Define the function $f_k(z) = \sum_{n=-\infty}^\infty (n + z)^{-k}$ for $k$ an natural number bigger than 1. There are several rather immediate properties of these functions:

1. $f_k(z)$ blows up when $z$ is an integer.
2. $f_k(z) = f_k(z+1)$ when $z$ is not an integer.
3. $f_k(z) = (-1)^{k}f_k(-z)$ when $z$ is not an integer.
4. Since $f_k(z)$ is periodic with period 1, we can consider just its restriction to the open interval $(0,1)$, on which it is infinitely differentiable.

Combining properties 2 and 3, we see that if $k = 2j + 1$ were odd, then $f_k(z) = -f_k(1-z)$. This implies in the case $k=2j + 1$, $f_k(z)$ is anti-symmetric about $z = 1/2$, and in particular by continuity must have $f_{2j+1}(1/2) = 0$, which is not a transcendental number.

As it turns out, these counterexamples ($p = k = 1 \mod 2, q = 2$) are the only ones for the original conjecture, as shown in the linked arXiv pre-print.
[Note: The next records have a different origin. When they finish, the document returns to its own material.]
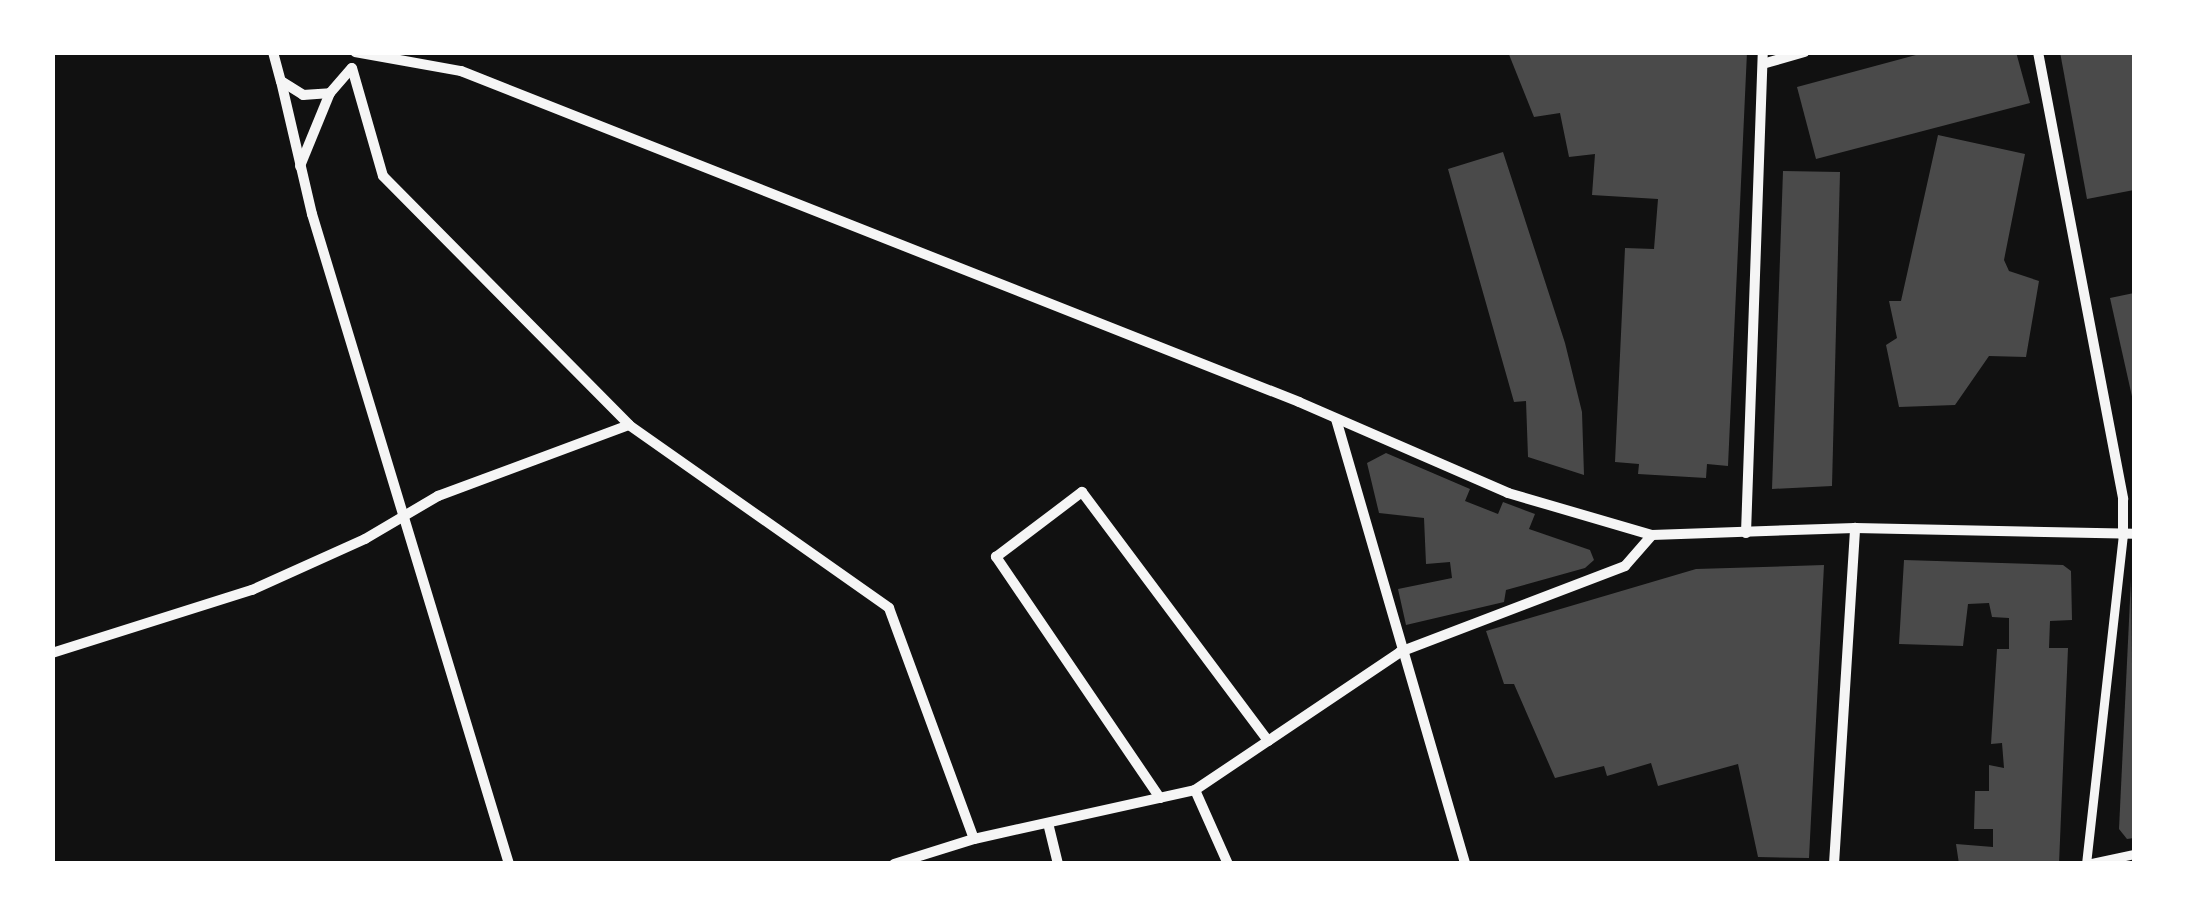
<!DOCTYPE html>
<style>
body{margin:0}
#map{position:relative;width:2187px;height:916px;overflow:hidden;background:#111;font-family:Helvetica,sans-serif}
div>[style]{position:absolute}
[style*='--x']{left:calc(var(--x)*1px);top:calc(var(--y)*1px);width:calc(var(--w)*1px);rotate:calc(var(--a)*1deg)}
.building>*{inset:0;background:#4a4a4a}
.pedestrian>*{height:9px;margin:-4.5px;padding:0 4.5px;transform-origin:4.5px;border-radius:4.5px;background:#f5f5f5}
.minor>*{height:10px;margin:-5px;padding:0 5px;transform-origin:5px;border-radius:5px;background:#f5f5f5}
span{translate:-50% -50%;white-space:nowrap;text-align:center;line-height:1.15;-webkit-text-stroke:9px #fff;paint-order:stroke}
.frame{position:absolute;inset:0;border:55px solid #fff;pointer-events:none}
</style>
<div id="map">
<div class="building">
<div style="clip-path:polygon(1508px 52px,1747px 52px,1728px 466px,1707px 464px,1706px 478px,1638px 474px,1639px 464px,1615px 462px,1625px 248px,1654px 249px,1658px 199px,1592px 195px,1595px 154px,1569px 157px,1560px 113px,1534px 117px)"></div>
<div style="clip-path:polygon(1927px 52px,2016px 52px,2030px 103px,1816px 159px,1797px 87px)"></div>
<div style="clip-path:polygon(2060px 52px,2134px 52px,2134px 190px,2087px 199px)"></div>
<div style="clip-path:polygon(1938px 135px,2025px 154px,2004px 260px,2009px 271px,2039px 281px,2026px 357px,1989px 356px,1955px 405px,1899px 407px,1886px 345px,1897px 338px,1889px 301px,1901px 301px)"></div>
<div style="clip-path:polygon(1503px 152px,1565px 343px,1582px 412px,1584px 475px,1528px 457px,1526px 401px,1514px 402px,1448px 169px)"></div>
<div style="clip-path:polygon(1783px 171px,1840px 172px,1832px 486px,1772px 489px)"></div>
<div style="clip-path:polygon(2134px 293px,2134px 401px,2133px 401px,2110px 298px)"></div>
<div style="clip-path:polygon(1386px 453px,1470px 489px,1465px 501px,1498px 514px,1503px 502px,1535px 514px,1529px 529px,1590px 550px,1594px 560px,1585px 568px,1506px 590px,1504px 602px,1406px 625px,1398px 589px,1452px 578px,1450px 562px,1426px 564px,1424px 518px,1379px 513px,1367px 463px)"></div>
<div style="clip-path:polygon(1904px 560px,2063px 565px,2071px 571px,2072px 620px,2050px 621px,2049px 648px,2068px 648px,2059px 864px,1959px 864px,1956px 844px,1993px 847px,1993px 829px,1974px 829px,1975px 791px,1989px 791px,1989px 765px,2004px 768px,2002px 743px,1991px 744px,1997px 649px,2009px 649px,2009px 618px,1992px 617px,1989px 603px,1968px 604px,1963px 646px,1899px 644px)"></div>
<div style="clip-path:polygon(1824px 565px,1809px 858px,1758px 857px,1738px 764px,1658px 786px,1651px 763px,1607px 776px,1604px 766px,1555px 778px,1514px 684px,1504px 684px,1486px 631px,1696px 569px)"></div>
<div style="clip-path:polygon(2131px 579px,2134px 838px,2127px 839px,2119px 829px)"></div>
</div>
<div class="pedestrian">
<div style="--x:2086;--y:864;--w:330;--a:-83.6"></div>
<div style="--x:2087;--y:864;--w:48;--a:-12"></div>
</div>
<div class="minor">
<div style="--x:273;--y:52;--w:30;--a:75"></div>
<div style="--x:281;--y:81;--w:26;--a:32"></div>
<div style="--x:303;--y:95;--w:27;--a:-4"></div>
<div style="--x:330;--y:93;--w:33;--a:-49"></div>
<div style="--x:355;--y:52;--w:108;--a:10.2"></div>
<div style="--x:461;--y:71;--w:901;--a:21.55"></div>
<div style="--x:1299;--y:402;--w:228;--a:23.5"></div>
<div style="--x:1508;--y:493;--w:150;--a:16.3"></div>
<div style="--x:1652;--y:535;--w:203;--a:-2"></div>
<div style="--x:1855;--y:528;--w:279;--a:1.2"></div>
<div style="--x:2038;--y:52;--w:455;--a:79.2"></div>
<div style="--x:2123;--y:499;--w:37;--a:90"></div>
<div style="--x:1766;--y:63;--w:40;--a:-16"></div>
<div style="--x:352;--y:68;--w:112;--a:74"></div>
<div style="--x:383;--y:176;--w:350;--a:45.3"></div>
<div style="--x:629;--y:425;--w:318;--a:35.1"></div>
<div style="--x:889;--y:608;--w:246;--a:69.8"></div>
<div style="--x:281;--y:81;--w:137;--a:76.9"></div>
<div style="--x:312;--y:214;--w:679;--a:73.14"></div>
<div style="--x:300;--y:166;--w:79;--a:-67.7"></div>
<div style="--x:1336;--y:419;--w:463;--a:73.8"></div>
<div style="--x:1746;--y:533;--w:481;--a:-88"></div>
<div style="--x:52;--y:653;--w:210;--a:-17.5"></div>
<div style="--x:252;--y:590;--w:124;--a:-24.3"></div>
<div style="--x:365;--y:539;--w:85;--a:-30.5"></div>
<div style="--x:438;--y:496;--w:204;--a:-20.4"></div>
<div style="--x:1195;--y:790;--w:81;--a:66"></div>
<div style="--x:1160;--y:798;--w:292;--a:-124.2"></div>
<div style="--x:996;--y:557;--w:108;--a:-37.1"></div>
<div style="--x:1082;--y:492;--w:311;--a:53.2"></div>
<div style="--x:1048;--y:823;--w:42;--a:76.3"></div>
<div style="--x:894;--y:864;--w:84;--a:-17.4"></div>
<div style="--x:974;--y:839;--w:226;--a:-12.5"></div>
<div style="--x:1195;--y:790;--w:247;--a:-33.9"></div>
<div style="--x:1400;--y:652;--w:241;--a:-20.9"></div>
<div style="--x:1625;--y:566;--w:41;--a:-48.9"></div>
<div style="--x:1834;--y:864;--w:337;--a:-86.4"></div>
</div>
<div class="frame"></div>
</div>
They are due to the fact that the lattice $\mathbb{Z}$ not only has translation symmetry, and a reflection symmetry about integer points, but also a reflection symmetry about half-integer points. And in hindsight, while the original authors are probably well aware of the principle that symmetries generate exceptional behaviours, and hence induces trivial examples to check, they may have just overlooked this one symmetry.

All that just goes to show an adage that I live by: “A mathematician should be most skeptical of himself.”